• [WORK TASK]
Would you please set down the data again exactly as given, excluding the pictures?

• [THE DATA]
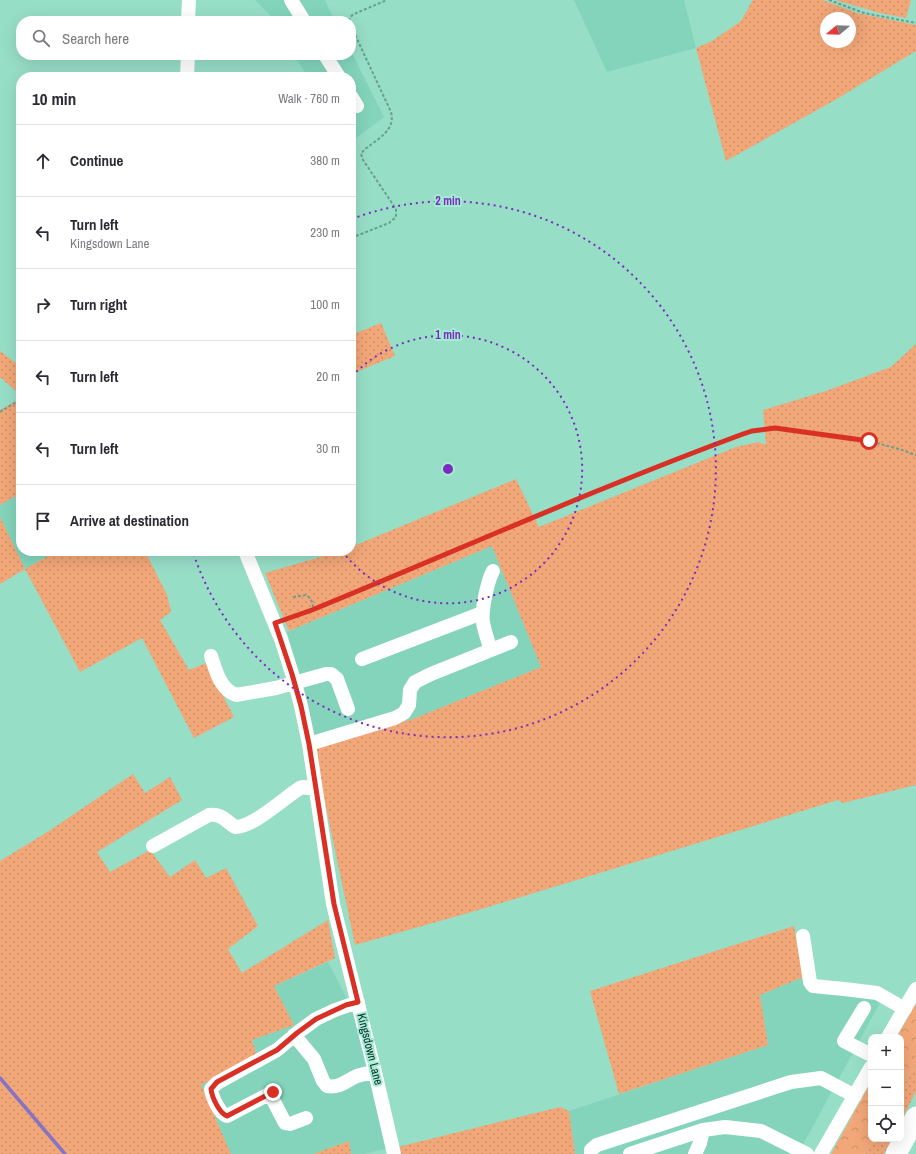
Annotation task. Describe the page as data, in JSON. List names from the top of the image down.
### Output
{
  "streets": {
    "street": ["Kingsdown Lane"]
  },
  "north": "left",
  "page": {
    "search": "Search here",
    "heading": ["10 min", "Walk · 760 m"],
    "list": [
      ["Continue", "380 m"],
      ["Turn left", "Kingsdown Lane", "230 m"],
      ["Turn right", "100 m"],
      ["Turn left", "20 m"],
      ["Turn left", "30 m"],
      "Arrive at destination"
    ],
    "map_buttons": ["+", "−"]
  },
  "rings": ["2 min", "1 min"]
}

• [WORKED SOLUTION]
Annotation task. Describe the page as data, in JSON. List names from the top of the image down.
### Output
{
  "streets": {
    "street": ["Kingsdown Lane"]
  },
  "north": "left",
  "page": {
    "search": "Search here",
    "heading": ["10 min", "Walk · 760 m"],
    "list": [
      ["Continue", "380 m"],
      ["Turn left", "Kingsdown Lane", "230 m"],
      ["Turn right", "100 m"],
      ["Turn left", "20 m"],
      ["Turn left", "30 m"],
      "Arrive at destination"
    ],
    "map_buttons": ["+", "−"]
  },
  "rings": ["2 min", "1 min"]
}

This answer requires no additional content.